Atatürk’ü tarihsel bir mecburiyet sonucunda ortaya çıkan CHP genel başkanlığı parantezi içine sıkıştırıp ilelebed Atatürk-CHP denklemi üzerinden siyaset yapmaya çalışmak, dahası ve en fenası Atatürk’ü yalnızca CHP’nin ve CHP’lilerin parantezine almak ve/ya da Atatürk üzerinden farklı inanan ve yaşayan herkese parmak sallamak Atatürk’ü cumhurun kahir ekseriyetinden kopartmak anlamına gelir. Ne yazık ki CHP’li siyasal seçkinlerin Atatürk’e yaptıkları kötülüklerin başında bu geliyor. Bir de Atatürk’ün partisi olarak tesmiye ettikleri CHP’yi bugün oturttukları yer, Atatürk’ün ruhunu sızlatan bir yerdir.
Herkes bilsin ki Atatürk dönemindeki tek parti dönemine dair yaptığımız objektif saptamalar Atatürk düşmanlığıyla alakalı değildir. Atatürk düşmanı değilim lakin bugünkü CHP’li siyasi seçkinlerin Atatürkçülüğünü de zinhar kabul etmeyenlerdenim.
Şimdi geliyorum mahut CHP’li vekilin hakaretine.
Tabii ki kem söz sahibine aittir.
Şimdi birileri kalkıp o vekil için “Ahlaksız adam, müptezel herif, kanı bozuk” dese olur mu?

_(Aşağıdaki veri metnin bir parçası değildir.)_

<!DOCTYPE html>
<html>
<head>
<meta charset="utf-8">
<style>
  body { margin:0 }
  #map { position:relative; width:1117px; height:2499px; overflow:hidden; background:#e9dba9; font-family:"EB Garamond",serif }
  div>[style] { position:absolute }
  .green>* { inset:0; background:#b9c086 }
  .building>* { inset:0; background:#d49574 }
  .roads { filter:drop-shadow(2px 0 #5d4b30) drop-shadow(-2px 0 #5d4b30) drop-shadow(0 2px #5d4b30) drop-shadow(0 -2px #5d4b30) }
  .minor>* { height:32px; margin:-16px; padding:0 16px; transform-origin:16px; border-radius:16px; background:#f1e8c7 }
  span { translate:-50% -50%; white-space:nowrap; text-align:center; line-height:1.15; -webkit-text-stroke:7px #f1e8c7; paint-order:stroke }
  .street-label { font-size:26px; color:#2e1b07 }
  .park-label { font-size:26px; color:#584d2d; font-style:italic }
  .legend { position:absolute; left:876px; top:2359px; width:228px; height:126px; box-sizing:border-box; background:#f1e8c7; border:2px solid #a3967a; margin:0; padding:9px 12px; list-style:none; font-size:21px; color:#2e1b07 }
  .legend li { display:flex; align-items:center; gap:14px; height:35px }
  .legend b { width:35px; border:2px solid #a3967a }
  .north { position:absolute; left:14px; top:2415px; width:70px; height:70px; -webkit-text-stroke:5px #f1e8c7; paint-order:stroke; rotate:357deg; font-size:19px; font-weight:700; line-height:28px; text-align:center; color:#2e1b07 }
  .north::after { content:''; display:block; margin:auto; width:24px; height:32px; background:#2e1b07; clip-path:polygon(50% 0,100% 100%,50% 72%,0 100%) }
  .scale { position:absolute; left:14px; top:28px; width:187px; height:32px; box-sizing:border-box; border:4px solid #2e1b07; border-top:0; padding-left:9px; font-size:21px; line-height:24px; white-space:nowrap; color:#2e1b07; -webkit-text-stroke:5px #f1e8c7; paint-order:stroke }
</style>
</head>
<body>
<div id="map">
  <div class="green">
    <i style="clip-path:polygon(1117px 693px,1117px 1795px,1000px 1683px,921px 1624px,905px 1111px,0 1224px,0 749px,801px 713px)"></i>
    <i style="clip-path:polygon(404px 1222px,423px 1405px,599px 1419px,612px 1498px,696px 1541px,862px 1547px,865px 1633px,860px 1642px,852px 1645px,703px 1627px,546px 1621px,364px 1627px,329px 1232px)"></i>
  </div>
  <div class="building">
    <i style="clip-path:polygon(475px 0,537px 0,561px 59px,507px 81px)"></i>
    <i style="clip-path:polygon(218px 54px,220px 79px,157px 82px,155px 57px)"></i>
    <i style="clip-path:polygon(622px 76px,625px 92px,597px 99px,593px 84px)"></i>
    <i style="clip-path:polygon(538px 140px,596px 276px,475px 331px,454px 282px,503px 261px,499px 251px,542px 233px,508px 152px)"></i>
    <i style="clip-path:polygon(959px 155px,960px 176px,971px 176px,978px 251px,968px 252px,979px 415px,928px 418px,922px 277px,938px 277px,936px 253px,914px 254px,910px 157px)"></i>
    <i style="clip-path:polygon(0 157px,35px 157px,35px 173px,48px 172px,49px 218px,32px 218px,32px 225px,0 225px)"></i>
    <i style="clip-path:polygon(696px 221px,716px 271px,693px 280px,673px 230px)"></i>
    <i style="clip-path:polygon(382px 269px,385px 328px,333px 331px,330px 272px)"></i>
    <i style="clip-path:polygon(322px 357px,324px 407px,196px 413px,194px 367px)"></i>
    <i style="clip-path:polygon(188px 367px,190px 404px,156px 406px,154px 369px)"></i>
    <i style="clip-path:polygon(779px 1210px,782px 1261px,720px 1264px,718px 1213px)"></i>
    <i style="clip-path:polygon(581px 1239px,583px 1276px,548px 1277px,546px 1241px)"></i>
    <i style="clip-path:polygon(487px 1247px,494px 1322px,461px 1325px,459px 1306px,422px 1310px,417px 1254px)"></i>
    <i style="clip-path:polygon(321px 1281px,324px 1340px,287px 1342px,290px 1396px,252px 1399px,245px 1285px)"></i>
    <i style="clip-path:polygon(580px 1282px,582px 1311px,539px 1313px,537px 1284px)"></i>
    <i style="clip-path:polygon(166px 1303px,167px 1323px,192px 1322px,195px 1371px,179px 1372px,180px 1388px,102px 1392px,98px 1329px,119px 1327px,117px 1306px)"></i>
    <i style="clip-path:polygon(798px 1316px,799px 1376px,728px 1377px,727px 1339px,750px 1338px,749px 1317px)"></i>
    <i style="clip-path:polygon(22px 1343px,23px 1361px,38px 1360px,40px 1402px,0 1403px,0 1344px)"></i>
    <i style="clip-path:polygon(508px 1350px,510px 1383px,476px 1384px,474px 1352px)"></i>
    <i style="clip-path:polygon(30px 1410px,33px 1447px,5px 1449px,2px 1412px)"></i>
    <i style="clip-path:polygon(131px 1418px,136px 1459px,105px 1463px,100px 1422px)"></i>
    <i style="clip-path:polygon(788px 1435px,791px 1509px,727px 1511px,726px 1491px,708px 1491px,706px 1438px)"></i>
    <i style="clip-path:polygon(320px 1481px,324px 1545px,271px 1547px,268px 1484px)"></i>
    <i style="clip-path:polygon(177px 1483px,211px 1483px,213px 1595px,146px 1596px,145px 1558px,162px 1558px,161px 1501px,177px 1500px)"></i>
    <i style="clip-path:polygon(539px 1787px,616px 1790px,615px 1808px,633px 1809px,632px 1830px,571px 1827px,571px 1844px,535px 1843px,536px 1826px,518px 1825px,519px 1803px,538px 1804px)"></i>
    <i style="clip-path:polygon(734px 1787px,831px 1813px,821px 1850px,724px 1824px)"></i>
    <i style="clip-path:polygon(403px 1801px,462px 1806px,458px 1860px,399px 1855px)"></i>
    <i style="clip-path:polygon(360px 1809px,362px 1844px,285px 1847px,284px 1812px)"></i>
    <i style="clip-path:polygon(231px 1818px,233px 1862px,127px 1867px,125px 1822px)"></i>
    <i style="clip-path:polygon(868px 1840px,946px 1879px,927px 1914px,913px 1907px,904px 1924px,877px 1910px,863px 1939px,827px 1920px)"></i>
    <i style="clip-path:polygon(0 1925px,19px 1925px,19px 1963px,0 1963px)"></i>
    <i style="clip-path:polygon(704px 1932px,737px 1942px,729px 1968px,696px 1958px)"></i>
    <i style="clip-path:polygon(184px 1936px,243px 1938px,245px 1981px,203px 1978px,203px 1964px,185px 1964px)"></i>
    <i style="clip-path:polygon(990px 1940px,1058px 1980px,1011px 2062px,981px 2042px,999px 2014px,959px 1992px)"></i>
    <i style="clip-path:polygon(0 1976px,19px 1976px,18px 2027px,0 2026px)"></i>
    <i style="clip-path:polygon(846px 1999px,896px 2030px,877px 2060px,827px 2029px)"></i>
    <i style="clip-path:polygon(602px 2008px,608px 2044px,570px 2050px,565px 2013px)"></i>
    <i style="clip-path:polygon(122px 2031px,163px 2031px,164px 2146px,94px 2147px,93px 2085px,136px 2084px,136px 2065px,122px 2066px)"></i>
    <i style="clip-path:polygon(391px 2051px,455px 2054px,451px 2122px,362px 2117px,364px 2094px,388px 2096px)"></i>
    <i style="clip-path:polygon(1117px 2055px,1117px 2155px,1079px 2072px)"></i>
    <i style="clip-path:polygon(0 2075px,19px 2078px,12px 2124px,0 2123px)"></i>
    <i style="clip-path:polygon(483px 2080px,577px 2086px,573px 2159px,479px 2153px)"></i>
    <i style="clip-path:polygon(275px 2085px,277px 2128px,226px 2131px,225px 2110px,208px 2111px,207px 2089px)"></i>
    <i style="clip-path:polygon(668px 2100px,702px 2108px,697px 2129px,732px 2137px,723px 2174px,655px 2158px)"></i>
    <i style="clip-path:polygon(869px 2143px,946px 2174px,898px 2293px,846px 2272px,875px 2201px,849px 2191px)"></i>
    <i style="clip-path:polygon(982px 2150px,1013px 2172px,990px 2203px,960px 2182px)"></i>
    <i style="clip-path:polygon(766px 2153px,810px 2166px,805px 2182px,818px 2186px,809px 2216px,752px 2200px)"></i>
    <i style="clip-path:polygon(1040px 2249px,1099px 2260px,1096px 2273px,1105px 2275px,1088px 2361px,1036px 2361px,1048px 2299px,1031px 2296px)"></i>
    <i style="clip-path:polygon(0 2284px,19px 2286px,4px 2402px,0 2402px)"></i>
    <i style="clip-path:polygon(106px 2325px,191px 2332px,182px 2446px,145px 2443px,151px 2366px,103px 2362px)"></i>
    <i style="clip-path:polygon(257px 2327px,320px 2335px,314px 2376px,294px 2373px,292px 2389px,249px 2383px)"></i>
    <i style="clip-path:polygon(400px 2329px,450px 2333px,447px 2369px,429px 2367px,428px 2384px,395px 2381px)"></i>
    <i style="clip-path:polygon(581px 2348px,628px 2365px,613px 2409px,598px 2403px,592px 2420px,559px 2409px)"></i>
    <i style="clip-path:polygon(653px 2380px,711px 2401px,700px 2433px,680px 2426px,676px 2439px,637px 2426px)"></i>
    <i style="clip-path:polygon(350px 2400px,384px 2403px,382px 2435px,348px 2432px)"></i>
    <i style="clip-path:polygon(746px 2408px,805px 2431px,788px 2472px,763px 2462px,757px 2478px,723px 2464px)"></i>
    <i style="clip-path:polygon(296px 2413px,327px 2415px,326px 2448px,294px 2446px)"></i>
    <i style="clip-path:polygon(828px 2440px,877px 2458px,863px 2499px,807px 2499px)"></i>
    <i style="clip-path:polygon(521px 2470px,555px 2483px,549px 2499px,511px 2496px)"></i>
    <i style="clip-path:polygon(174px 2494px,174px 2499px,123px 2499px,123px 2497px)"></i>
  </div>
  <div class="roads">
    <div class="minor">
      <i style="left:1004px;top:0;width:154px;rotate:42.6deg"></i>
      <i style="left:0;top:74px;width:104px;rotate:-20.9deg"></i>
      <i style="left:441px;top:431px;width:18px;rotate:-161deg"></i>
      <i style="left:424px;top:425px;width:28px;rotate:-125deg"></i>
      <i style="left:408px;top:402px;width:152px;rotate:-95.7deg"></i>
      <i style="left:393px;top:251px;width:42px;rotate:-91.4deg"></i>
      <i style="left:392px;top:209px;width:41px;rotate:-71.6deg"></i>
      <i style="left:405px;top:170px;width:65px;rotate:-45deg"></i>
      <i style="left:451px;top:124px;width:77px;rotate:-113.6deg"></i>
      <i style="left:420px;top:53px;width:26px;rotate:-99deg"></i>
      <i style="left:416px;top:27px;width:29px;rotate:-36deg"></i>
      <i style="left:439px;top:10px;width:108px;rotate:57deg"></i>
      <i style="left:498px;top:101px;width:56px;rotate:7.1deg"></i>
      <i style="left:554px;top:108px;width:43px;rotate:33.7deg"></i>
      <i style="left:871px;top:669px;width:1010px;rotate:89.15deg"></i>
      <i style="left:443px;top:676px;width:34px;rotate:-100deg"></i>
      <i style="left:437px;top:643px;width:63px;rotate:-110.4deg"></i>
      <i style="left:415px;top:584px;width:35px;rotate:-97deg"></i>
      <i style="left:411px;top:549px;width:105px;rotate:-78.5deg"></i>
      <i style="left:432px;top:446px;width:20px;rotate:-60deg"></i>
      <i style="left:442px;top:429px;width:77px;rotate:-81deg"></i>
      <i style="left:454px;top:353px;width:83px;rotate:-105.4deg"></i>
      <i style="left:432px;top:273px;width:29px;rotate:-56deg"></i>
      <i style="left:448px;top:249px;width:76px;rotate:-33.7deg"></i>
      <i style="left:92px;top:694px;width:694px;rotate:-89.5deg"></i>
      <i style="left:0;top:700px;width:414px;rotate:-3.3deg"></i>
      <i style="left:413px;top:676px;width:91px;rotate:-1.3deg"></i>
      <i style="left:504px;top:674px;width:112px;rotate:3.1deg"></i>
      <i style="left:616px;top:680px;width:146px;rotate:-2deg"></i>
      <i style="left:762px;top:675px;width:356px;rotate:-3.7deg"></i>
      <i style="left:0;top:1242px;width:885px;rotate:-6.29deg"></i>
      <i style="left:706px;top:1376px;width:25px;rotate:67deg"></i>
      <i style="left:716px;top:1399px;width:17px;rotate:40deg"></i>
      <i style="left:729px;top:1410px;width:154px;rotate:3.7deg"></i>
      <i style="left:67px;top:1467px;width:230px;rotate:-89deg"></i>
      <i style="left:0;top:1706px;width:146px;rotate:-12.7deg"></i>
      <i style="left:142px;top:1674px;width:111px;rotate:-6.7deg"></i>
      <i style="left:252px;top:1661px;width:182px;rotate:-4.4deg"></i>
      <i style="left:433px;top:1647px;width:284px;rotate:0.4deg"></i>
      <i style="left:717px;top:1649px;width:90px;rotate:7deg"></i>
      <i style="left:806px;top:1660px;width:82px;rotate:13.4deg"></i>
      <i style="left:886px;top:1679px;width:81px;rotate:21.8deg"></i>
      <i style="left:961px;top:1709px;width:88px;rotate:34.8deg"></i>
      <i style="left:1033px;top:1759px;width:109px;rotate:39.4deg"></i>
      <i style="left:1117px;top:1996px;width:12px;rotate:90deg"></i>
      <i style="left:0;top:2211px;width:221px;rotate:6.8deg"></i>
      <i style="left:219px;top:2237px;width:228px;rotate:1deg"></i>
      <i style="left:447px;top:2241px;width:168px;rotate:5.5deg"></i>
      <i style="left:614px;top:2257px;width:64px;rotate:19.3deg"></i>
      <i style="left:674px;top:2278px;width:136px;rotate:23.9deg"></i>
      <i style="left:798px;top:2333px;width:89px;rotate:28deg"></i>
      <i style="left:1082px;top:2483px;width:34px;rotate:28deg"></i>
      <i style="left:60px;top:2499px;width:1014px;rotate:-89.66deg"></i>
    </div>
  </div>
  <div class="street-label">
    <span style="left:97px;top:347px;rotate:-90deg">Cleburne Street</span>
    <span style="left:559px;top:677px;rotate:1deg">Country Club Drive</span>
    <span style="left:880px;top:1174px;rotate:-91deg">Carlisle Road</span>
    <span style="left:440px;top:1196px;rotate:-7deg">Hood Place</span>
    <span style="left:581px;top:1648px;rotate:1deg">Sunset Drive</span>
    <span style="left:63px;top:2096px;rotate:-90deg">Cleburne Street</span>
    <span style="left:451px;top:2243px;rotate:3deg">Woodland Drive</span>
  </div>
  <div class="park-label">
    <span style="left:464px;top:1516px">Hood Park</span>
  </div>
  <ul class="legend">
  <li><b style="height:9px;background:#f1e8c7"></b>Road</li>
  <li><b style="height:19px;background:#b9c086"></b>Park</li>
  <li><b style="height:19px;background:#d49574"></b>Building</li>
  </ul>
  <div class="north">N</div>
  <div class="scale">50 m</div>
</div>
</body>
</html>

Hangi birimiz kabul ederiz bunu?
Şahsen ben etmem.
Ne o vekil için ne de o vekilin genel başkanı için küfür ve hakaret anlamına gelecek hiç bir sözü zinhar kabul etmem.
Bunu söyleyen çıksa da eleştiririm.
Çünkü herkes kendine yakışanı yapar.
Keşke o edeple bağdaşmayan lafı ettiğinde dinleyenler anında itiraz etselerdi diyorum.
Keşke CHP parti sözcüsü, Cumhurbaşkanımız için söylenmiş o lafı kabul edilemez bulduğunu açıklasaydı diyorum.
Keşke diyorum o vekilin kendisi çıkıp özür dileme erdemliliğinde bulunsa!
Adam ol kişidir ki kendisine söylenmesini istemediği hiç bir lafı başkasına demez!
Eskiler boşa dememiş elbet: Bir insanın üslubu, nasıl bir adam olduğunu gösterir.